Metadata-Version: 2.4
Name: eo-processor
Version: 0.5.0
Classifier: Programming Language :: Rust
Classifier: Programming Language :: Python :: Implementation :: CPython
Classifier: Programming Language :: Python :: 3.8
Classifier: Programming Language :: Python :: 3.9
Classifier: Programming Language :: Python :: 3.10
Classifier: Programming Language :: Python :: 3.11
Classifier: Programming Language :: Python :: 3.12
Classifier: License :: OSI Approved :: MIT License
Classifier: Topic :: Scientific/Engineering :: GIS
Requires-Dist: numpy>=1.20.0
Requires-Dist: pillow>=10.4.0 ; extra == 'cli'
Requires-Dist: pytest>=7.0 ; extra == 'dev'
Requires-Dist: maturin>=1.0,<2.0 ; extra == 'dev'
Requires-Dist: tox>=4.25.0 ; extra == 'dev'
Requires-Dist: dask[array]>=2023.0.0 ; extra == 'dask'
Requires-Dist: xarray>=2023.0.0 ; extra == 'dask'
Requires-Dist: pyarrow>=17.0.0 ; extra == 'dask'
Provides-Extra: cli
Provides-Extra: dev
Provides-Extra: dask
License-File: LICENSE
Summary: High-performance Rust UDFs for Earth Observation processing
Keywords: earth-observation,gis,remote-sensing,ndvi,dask,xarray,rust,pyo3,numpy
Author: Ben Smith
Requires-Python: >=3.8
Description-Content-Type: text/markdown; charset=UTF-8; variant=GFM

# eo-processor
[![PyPI Version](https://img.shields.io/pypi/v/eo-processor.svg?color=blue)](https://pypi.org/project/eo-processor/)
[![PyPI Downloads](https://static.pepy.tech/personalized-badge/eo-processor?period=total&units=INTERNATIONAL_SYSTEM&left_color=BLACK&right_color=GREEN&left_text=downloads)](https://pepy.tech/projects/eo-processor)
[![Coverage](./coverage-badge.svg)](#test-coverage)
[![License: MIT](https://img.shields.io/badge/License-MIT-yellow.svg)](LICENSE)

High-performance Rust UDFs for Earth Observation (EO) processing with Python bindings.
Provides fast spectral indices, temporal statistics, and (internally) spatial distance utilities.

---

## Overview

`eo-processor` accelerates common Earth Observation and geospatial computations using Rust + PyO3, exposing a Python API compatible with NumPy, XArray, and Dask.

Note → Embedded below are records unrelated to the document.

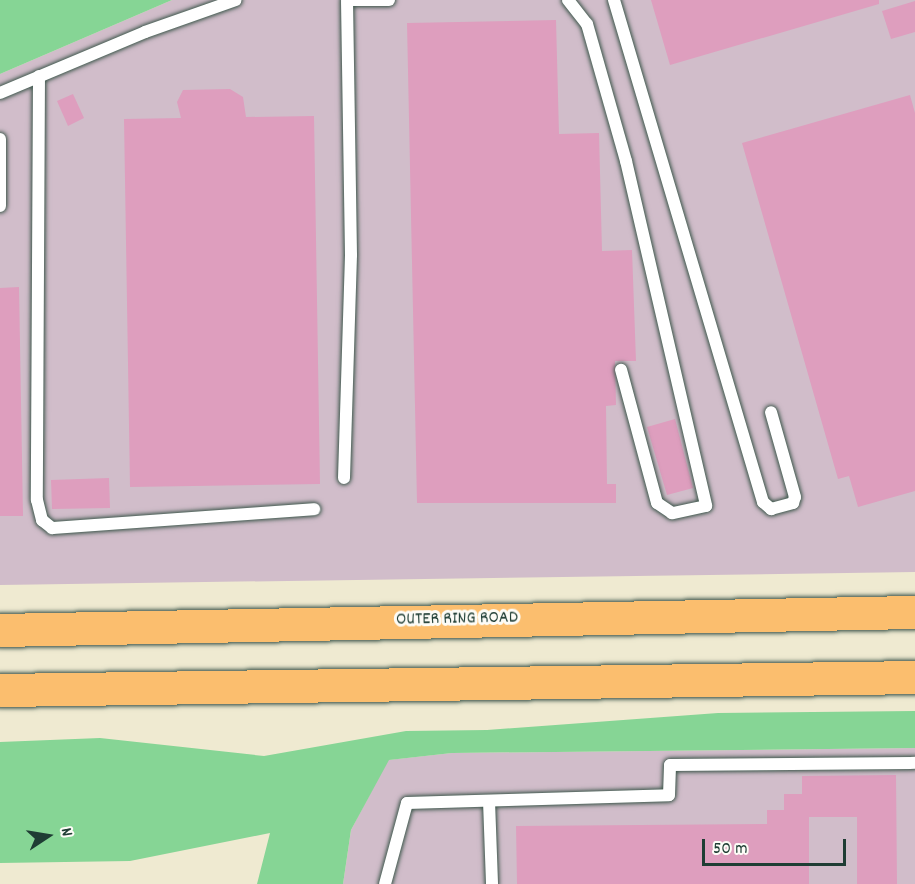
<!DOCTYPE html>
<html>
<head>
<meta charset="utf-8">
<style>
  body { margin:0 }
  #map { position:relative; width:915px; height:884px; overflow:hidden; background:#efead1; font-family:Dekko,sans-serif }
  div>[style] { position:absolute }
  .industrial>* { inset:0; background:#d1bdca }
  .green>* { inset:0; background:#86d595 }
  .building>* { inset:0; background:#de9ebe }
  .roads { filter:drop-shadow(0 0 2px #3e574c) drop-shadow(0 0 2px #3e574c) }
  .service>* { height:12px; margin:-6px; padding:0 6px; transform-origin:6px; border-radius:6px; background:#fff }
  .motorway>* { height:33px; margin:-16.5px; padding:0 16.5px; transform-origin:16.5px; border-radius:16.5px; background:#fbbe6e }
  span { translate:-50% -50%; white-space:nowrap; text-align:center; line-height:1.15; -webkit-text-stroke:6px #fdfcf7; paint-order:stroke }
  .street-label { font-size:18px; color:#1f3d34 }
  .north { position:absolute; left:18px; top:806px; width:60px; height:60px; -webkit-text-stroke:4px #fdfcf7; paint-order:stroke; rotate:78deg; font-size:16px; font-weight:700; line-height:24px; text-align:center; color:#1f3d34 }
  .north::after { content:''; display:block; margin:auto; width:21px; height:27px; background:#1f3d34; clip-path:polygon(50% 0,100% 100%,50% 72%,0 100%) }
  .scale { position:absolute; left:702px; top:839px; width:144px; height:27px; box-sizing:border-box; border:3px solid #1f3d34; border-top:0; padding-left:8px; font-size:18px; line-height:21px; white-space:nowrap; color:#1f3d34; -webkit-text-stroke:4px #fdfcf7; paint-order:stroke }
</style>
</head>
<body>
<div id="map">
  <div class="industrial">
    <div style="clip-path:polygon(172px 0,915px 0,915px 572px,0 585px,0 74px)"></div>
    <div style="clip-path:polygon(915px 748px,915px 884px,343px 884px,351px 830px,388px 760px,452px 753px)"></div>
  </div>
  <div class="green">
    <div style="clip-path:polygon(0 0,172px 0,0 74px)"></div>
    <div style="clip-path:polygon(915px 711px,915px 748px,452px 753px,389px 760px,351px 830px,343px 884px,257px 884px,270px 833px,130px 861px,0 863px,0 742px,100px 738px,264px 756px,406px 731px,487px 730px,718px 713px)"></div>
  </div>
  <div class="building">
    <div style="clip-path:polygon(651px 0,879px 0,879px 4px,670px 65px)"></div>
    <div style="clip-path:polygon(915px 1px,915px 32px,891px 39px,882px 11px)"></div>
    <div style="clip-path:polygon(556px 20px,559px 134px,599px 133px,602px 251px,632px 250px,636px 361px,615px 361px,616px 405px,606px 406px,607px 484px,616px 484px,616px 503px,417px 503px,407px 23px)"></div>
    <div style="clip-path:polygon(230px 89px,243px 97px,246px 117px,314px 116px,320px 484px,130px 487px,124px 119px,181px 118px,177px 102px,183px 90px)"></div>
    <div style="clip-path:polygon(73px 94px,84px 118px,68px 126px,57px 101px)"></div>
    <div style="clip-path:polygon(910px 95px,915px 113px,915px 491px,858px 507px,849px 476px,838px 479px,742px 143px)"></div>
    <div style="clip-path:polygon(19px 287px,23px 516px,0 516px,0 288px)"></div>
    <div style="clip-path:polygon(675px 419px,693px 488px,667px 495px,647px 427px)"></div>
    <div style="clip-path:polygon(109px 478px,110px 508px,52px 509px,51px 480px)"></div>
    <div style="clip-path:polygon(896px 775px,897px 884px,857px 884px,857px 817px,809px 817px,809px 884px,517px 884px,516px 826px,767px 824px,767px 810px,784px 810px,784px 794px,802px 794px,802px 776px)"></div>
  </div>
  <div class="roads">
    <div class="service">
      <div style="left:347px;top:0;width:42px"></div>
      <div style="left:568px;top:0;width:31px;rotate:52deg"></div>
      <div style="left:587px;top:24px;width:142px;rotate:74.1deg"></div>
      <div style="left:626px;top:161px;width:354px;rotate:76.9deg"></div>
      <div style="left:706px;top:506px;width:35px;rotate:168deg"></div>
      <div style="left:672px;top:513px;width:18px;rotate:-146deg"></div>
      <div style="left:657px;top:503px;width:138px;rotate:-105.1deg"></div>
      <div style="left:614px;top:0;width:524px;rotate:73.47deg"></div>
      <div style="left:763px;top:502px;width:11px;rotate:41deg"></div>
      <div style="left:771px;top:509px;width:23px;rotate:-15deg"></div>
      <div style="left:793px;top:503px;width:6px;rotate:-72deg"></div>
      <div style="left:795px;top:497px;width:88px;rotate:-105.8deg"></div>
      <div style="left:39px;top:76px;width:424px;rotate:90.3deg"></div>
      <div style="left:37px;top:500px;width:21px;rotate:76deg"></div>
      <div style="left:42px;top:520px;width:13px;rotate:39deg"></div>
      <div style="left:52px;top:528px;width:263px;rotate:-4.1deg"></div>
      <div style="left:0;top:93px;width:157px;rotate:-22.8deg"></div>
      <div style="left:145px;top:32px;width:96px;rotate:-19.4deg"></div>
      <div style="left:0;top:139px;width:67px;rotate:90deg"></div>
      <div style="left:344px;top:478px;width:223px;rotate:-88.2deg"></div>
      <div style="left:351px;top:255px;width:253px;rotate:-90.9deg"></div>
      <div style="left:489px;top:801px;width:83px;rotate:87.9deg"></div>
      <div style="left:385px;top:884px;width:84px;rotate:-74.8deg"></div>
      <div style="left:407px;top:803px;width:262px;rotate:-1.7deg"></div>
      <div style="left:669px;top:795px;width:30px;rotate:-88deg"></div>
      <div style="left:670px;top:765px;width:245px;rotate:-0.5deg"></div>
    </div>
    <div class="motorway">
      <div style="left:0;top:630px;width:915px;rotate:-1.13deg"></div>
      <div style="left:0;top:690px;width:915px;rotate:-0.81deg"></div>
    </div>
  </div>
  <div class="street-label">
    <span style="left:457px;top:620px;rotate:-1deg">OUTER RING ROAD</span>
  </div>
  <div class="north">N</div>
  <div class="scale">50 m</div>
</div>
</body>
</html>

Rust execution bypasses Python's Global Interpreter Lock (GIL), enabling true parallelism in multi-core environments and large-array workflows.

Primary focus areas:
- Spectral indices (NDVI, NDWI, EVI, generic normalized differences)
- Temporal compositing/statistics (median, mean, standard deviation)
- Spatial utilities (distance computations — currently available via internal module)

---

## Key Features

- Rust-accelerated numerical kernels (safe, no `unsafe` code)
- Automatic dimensional dispatch (1D vs 2D for spectral indices)
- Temporal statistics across a leading “time” axis for 1D–4D arrays
- Optional skipping of NaN values (`skip_na=True`)
- Ready for XArray / Dask parallelized workflows
- Type hints and stubs for IDE assistance
- Deterministic, GIL-efficient performance

---

## Installation

### Using `pip` (PyPI)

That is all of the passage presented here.